Now, let's create your first search:
>>> result = dpla.search('chicken')
Records returned are in result.items
:
>>> result.items[0] #gets you a multidimensional dictionary of the first result. Much omitted below for brevity.
{u'@context': {u'@vocab': u'http://purl.org/dc/terms/',
# ...
u'@id': u'http://dp.la/api/items/bc944ed8339050bbbcf25f3838895a03',
u'_id': u'kentucky--http://kdl.kyvl.org/catalog/xt7sf7664q86_1755_1',
# ...
u'hasView': {u'@id': u'http://nyx.uky.edu/dips/xt7sf7664q86/data/1/016_0006_p/016_0006/016_0006.jpg'},
# ...
u'sourceResource': {u'collection': [],
u'creator': u'University of Kentucky',
u'language': [{u'iso639_3': u'eng', u'name': u'English'}],
u'stateLocatedIn': [{u'name': u'University of Kentucky'}],
u'subject': [{u'name': u'Agriculture-United States'},
{u'name': u'Animal Culture-United States'},
{u'name': u'Photographs of animals'},
{u'name': u'Photographs of livestock'}],
u'title': u'Chicken'}}
You can also find out how many records were found matching that criteria:
>>> result.count #
925
But you don't have all 925 records. Unless you tell it otherwise, DPLA API sets a limit of ten records returned.
>>> results.limit
10 #
But if you want more, it's easy. Just do this:
>>> result = dpla.search(q="chicken", page_size=100)
>>> result.limit
100 # More records, YAY!
You can also use the all_records()
helper method to get back a generator that allows you to iterate through all of the records in your result list.
>>> result = dpla.search(q="chicken", page_size=100)
>>> result.count
925
>>> for item in result.all_records():
print(item["sourceResource"]["title"])
"Chicken"
"Chicken and cow"
"Chicken and pig"
# ...(922 more titles)
"Last of the Chicken records"
If you have the id of of a record you want to retrieve, or a series of IDs, you can use the fetch_by_id
method. Just pass an array of IDs and it will return all fields for those records.
>>> result = dpla.fetch_by_id(["93583acc6425f8172b7b506f44a32121"])
>>> result.items[0]["@id"]
'http://dp.la/api/items/93583acc6425f8172b7b506f44a32121'
Or multiple IDs:
>>> ids = ["93583acc6425f8172b7b506f44a32121","fe47a8b71de4c136fe115a19ead13e4d" ]
>>> result = dpla.fetch_by_id(ids)
>>> result.count
2
The DPLA gives you a lot of options for tailoring your search to get back exactly what you want.
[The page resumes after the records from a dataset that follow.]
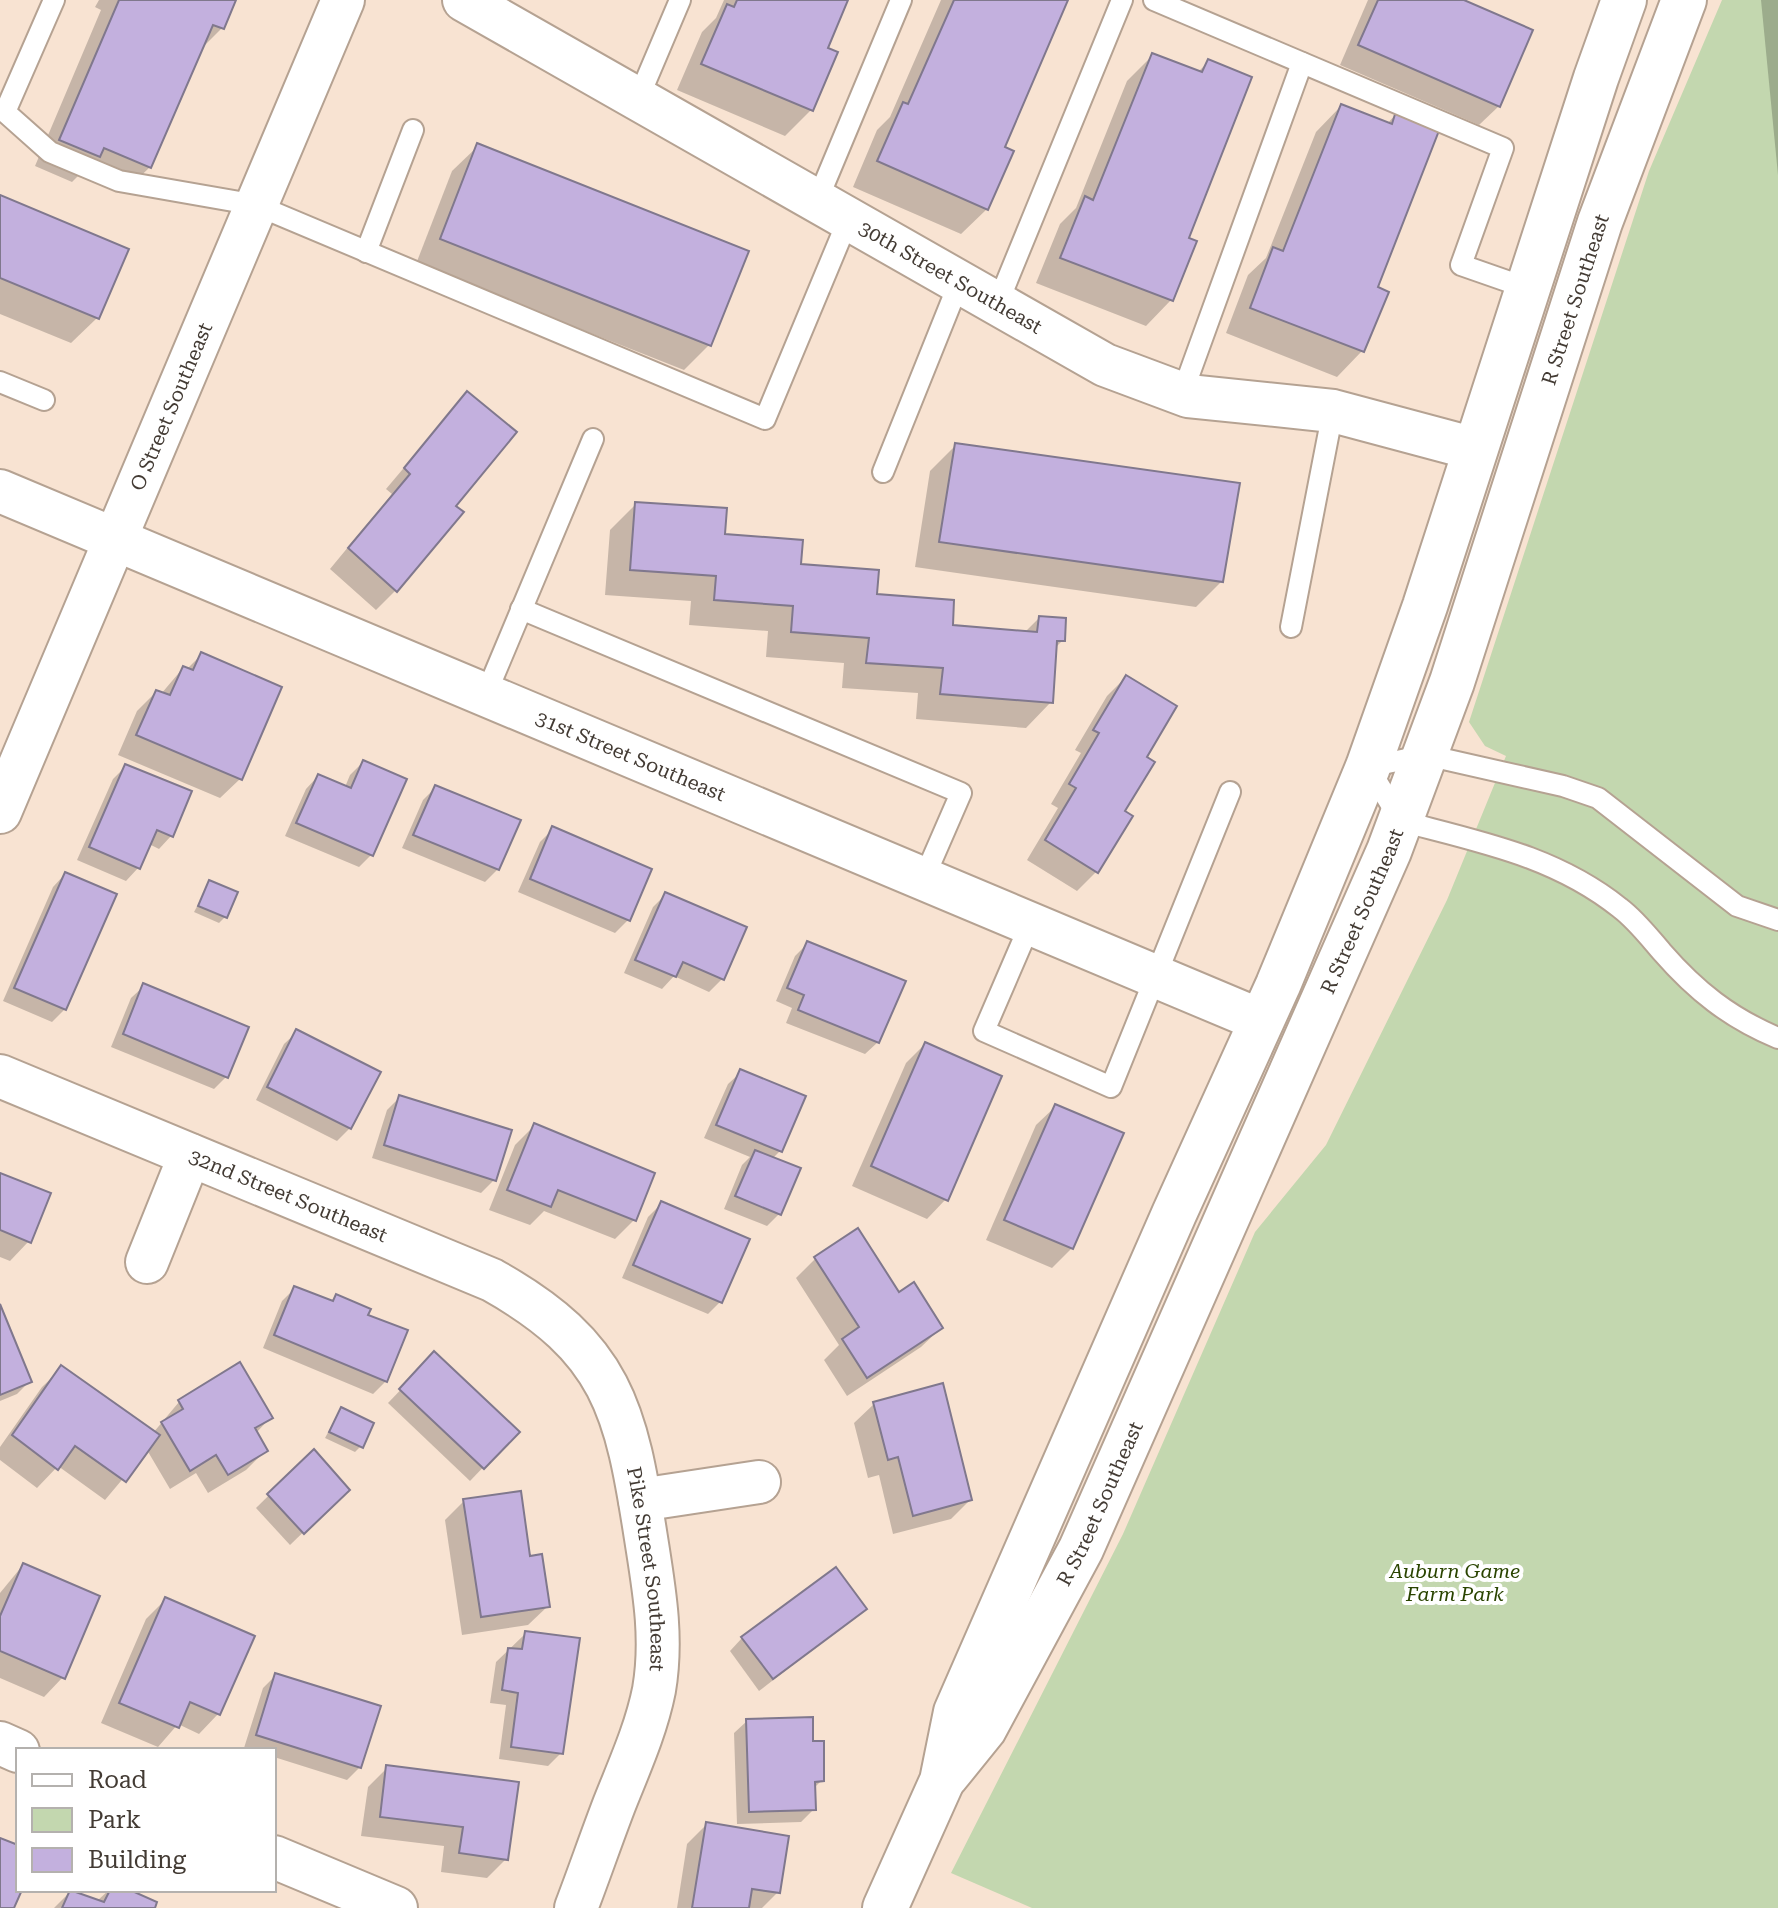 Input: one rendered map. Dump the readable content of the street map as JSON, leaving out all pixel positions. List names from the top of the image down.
{
  "streets": {
    "street": [
      "30th Street Southeast",
      "R Street Southeast",
      "O Street Southeast",
      "31st Street Southeast",
      "32nd Street Southeast",
      "Pike Street Southeast"
    ]
  },
  "crossings": [
    ["30th Street Southeast", "R Street Southeast"],
    ["R Street Southeast", "31st Street Southeast"],
    ["O Street Southeast", "31st Street Southeast"],
    ["32nd Street Southeast", "Pike Street Southeast"]
  ],
  "parks": ["Auburn Game Farm Park"],
  "legend": ["Road", "Park", "Building"]
}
DPyLA helps make creating those fine grained searches easier (easier than creating your own 250-charcter url anyway!)
A standard keyword query that searches across all fields. Just enter a string with your search terms. If combining with other search parameters, make sure it is the first param passed.
>>> result = dpla.search("chicken")
>>> result = dpla.search("chicken man")
>>> result = dpla.search("chicken", fields=["sourceResource.title"])
You can search within specific fields to narrow your search.
Pass a dictionary of key / value pairs to the searchFields
parameter, where field names are the keys and search values are the value.
>>> fields = {"sourceResource.title" : "crime", "sourceResource.spatial.state" : "Illinois"}
>>> result = dpla.search(searchFields=fields)
You can also choose what fields should be included with returned records, so you only get back what you need.
Pass a list or tuple of filed names to the fields
parameter
result = dpla.search("chicken", fields=["sourceResource.title"])
>>> result.items[0]
{u'sourceResource.title': u'Chicken'}
Get back a list of the most common terms within a field for this set of results. See the DPLA facet docs for more info.
>>> result = dpla.search("chicken", facets=["sourceResource.subject"])
>>> result.facets[0]
{u'sourceResource.subject.name': {u'_type': u'terms',
u'missing': 151,
u'other': 3043,
u'terms': [{u'count': 88, u'term': u'Poultry'},
{u'count': 77, u'term': u'Social Life and Customs'},
{u'count': 64, u'term': u'Agriculture'},
{u'count': 60, u'term': u'People'},
{u'count': 53, u'term': u'Chickens'},
{u'count': 51, u'term': u'Restaurants'},
{u'count': 51, u'term': u'Ethnology'},
{u'count': 41, u'term': u'Domestic Animals'},
{u'count': 39, u'term': u'Customs'},
{u'count': 32, u'term': u'Festivals'},
# ....
You can also facet by distance from a set of geo-coordinates. It requires extra work in the search url, so it is a seperate parameter.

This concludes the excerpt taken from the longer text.